*EXERCISE*:
Work through the entries below and show every line in which "shadow" is found.

Records excerpted from a collection
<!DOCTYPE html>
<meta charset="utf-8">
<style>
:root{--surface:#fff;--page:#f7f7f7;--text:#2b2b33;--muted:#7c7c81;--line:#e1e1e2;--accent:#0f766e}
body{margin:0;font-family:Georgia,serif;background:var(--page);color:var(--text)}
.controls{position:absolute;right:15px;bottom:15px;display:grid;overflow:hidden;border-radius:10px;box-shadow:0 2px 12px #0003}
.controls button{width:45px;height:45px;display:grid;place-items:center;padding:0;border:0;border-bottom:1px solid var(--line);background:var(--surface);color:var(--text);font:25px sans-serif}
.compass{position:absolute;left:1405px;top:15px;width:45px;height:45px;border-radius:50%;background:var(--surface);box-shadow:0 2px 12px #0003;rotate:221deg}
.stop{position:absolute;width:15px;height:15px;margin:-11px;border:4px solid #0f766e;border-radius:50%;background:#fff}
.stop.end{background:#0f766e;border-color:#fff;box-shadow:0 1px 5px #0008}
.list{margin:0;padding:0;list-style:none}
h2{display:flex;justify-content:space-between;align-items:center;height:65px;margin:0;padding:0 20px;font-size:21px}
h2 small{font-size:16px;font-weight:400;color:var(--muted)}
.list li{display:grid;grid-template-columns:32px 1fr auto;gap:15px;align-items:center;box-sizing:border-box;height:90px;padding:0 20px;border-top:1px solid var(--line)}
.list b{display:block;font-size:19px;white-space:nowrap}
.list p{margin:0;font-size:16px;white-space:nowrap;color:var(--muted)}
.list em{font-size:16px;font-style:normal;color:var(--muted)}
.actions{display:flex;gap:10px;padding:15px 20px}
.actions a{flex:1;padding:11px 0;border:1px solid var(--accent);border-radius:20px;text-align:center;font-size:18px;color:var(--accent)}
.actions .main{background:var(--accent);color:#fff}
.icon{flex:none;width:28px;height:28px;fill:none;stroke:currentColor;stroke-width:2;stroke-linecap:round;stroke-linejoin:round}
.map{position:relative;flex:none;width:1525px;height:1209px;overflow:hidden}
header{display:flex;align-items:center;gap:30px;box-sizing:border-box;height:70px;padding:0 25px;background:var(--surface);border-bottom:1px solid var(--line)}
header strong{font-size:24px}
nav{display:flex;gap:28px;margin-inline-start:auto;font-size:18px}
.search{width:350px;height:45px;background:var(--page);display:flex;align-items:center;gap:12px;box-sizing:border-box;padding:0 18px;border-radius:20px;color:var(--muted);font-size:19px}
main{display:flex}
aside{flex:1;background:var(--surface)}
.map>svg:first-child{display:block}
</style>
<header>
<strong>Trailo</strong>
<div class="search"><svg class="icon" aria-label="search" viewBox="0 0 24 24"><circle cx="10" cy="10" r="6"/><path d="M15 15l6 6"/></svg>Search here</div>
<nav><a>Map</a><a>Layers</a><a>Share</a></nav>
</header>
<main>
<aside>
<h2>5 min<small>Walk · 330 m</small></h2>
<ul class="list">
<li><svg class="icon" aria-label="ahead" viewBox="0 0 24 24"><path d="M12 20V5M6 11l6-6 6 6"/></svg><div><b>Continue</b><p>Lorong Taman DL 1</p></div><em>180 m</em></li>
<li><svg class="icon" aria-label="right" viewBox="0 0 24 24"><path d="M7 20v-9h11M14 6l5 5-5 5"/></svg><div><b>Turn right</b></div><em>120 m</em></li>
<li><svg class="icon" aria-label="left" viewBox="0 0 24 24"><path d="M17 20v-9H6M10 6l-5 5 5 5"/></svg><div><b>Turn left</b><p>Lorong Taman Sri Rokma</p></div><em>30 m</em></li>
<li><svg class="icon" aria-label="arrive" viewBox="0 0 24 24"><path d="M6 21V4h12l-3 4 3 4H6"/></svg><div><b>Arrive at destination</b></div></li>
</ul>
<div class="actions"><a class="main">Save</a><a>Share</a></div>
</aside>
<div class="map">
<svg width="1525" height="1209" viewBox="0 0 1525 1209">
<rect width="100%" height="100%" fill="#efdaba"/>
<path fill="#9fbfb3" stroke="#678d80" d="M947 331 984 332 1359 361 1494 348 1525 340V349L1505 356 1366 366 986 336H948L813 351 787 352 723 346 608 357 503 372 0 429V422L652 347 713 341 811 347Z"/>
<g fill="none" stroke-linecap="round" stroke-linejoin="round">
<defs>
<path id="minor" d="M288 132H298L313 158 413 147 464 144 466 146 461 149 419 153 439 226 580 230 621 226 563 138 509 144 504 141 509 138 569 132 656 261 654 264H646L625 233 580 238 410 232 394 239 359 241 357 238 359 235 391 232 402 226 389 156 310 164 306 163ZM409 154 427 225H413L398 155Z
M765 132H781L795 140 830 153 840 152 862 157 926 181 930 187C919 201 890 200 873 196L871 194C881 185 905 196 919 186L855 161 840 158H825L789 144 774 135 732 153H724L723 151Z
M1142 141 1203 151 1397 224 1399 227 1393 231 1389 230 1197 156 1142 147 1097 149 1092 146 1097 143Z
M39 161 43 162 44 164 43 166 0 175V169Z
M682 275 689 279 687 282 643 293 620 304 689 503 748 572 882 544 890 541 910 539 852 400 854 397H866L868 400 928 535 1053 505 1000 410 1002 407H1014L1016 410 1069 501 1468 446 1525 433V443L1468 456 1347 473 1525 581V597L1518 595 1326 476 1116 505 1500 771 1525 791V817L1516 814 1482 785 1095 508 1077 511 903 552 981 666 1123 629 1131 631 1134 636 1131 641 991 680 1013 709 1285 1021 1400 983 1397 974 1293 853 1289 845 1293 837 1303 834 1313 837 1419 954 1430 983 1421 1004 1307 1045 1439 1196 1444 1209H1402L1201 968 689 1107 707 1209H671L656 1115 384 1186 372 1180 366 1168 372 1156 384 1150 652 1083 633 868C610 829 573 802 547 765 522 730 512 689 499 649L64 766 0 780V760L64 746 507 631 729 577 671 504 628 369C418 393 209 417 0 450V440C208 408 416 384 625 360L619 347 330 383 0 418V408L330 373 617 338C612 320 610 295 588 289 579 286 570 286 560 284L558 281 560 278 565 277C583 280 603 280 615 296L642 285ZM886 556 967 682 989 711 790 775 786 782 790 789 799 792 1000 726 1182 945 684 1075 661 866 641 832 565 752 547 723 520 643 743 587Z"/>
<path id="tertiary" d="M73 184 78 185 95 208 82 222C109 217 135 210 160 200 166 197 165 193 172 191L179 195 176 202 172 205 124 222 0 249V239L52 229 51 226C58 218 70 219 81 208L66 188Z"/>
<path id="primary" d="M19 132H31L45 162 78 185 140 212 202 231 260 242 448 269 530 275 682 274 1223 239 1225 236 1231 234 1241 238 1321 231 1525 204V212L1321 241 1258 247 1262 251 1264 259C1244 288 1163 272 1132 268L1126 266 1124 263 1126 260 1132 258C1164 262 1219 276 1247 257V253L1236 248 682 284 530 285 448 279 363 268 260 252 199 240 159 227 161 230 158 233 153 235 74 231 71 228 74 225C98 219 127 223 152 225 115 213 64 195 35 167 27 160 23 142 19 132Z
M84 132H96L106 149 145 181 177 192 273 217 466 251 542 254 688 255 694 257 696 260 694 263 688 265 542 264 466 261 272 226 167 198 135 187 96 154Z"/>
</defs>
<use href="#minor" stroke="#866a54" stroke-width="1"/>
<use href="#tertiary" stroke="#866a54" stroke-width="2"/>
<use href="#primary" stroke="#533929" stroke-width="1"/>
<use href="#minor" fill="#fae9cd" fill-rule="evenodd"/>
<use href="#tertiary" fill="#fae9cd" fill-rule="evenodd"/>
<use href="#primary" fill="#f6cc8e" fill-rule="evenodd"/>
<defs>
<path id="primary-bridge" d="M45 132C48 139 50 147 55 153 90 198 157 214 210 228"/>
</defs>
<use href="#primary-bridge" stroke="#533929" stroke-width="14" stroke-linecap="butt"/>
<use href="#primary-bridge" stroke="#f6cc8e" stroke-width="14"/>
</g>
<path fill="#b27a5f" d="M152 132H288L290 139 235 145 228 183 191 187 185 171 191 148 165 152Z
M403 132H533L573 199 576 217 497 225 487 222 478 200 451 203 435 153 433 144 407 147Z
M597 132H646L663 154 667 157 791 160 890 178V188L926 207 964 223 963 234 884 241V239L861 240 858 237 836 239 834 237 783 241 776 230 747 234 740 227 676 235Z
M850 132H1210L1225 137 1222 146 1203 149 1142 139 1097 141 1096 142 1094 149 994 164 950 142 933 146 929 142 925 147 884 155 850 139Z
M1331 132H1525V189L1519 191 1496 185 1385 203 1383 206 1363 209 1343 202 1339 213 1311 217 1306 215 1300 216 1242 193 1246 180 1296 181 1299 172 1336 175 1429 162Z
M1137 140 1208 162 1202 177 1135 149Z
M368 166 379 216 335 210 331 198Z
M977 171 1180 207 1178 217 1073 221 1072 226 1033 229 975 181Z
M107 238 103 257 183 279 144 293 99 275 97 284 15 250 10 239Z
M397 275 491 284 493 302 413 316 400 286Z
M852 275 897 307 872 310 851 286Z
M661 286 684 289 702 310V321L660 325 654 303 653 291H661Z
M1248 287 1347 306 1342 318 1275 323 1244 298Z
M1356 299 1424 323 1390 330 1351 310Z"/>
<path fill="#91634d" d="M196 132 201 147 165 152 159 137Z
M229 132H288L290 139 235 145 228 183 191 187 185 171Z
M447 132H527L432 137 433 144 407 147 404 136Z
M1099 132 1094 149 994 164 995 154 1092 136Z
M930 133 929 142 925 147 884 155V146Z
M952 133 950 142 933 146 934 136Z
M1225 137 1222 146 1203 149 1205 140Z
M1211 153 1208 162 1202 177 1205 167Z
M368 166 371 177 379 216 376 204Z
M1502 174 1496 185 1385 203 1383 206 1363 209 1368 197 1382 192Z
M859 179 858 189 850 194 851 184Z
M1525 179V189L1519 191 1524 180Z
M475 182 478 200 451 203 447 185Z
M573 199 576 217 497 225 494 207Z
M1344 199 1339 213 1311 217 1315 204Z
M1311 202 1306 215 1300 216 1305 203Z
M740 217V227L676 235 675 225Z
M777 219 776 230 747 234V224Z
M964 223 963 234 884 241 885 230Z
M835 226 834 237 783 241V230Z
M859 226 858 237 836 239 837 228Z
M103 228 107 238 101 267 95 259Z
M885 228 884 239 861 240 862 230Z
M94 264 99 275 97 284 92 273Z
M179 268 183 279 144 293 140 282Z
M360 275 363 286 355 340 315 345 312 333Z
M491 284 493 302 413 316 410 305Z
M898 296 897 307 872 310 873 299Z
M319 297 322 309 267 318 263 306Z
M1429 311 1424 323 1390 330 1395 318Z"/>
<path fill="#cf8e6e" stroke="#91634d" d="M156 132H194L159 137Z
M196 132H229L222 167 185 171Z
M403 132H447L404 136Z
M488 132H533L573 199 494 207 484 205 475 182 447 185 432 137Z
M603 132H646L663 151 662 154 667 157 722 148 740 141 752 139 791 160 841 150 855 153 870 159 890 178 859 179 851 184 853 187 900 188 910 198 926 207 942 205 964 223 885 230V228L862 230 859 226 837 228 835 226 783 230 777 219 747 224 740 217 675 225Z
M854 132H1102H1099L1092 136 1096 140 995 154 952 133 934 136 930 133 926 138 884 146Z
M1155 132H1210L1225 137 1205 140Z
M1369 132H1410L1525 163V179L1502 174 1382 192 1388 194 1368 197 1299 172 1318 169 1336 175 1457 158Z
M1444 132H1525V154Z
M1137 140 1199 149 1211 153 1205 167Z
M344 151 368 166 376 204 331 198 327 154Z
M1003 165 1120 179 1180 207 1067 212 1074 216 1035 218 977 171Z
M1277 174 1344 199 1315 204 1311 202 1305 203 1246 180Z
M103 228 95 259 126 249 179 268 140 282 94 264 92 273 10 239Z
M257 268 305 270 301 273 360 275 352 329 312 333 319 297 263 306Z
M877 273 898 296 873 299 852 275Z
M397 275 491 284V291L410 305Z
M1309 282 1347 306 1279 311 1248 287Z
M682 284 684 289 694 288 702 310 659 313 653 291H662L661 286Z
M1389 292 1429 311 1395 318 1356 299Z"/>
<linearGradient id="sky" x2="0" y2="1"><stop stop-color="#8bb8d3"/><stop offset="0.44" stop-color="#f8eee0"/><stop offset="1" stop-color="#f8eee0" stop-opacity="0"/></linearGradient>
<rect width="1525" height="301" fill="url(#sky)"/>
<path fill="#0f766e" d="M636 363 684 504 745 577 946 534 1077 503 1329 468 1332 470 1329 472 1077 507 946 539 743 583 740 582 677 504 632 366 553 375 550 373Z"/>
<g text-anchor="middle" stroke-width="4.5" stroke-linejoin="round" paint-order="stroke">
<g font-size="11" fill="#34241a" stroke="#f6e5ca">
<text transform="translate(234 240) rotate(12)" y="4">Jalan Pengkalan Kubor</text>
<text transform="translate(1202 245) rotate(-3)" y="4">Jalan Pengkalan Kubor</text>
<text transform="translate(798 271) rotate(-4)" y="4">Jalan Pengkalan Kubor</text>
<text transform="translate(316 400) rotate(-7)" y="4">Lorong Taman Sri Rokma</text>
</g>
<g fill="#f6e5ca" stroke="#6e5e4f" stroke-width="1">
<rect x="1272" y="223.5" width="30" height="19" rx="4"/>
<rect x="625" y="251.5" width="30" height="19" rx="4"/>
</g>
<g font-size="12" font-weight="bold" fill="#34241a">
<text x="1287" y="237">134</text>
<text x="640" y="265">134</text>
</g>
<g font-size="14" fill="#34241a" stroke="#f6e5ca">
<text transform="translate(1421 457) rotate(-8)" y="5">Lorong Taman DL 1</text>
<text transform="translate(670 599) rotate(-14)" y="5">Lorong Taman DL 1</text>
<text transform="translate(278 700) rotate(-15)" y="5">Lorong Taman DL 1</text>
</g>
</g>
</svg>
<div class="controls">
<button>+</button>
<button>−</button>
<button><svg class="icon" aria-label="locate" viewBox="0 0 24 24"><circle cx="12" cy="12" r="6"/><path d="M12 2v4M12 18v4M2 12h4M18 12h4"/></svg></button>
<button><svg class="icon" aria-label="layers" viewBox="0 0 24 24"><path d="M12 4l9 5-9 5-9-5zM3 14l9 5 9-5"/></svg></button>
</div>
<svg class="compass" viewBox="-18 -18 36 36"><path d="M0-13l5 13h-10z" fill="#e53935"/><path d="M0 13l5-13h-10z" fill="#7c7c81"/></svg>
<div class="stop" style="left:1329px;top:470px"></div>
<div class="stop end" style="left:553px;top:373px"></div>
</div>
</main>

*PROBLEM SOLUTION*:
.controls{position:absolute;right:15px;bottom:15px;display:grid;overflow:hidden;border-radius:10px;box-shadow:0 2px 12px #0003}
.compass{position:absolute;left:1405px;top:15px;width:45px;height:45px;border-radius:50%;background:var(--surface);box-shadow:0 2px 12px #0003;rotate:221deg}
.stop.end{background:#0f766e;border-color:#fff;box-shadow:0 1px 5px #0008}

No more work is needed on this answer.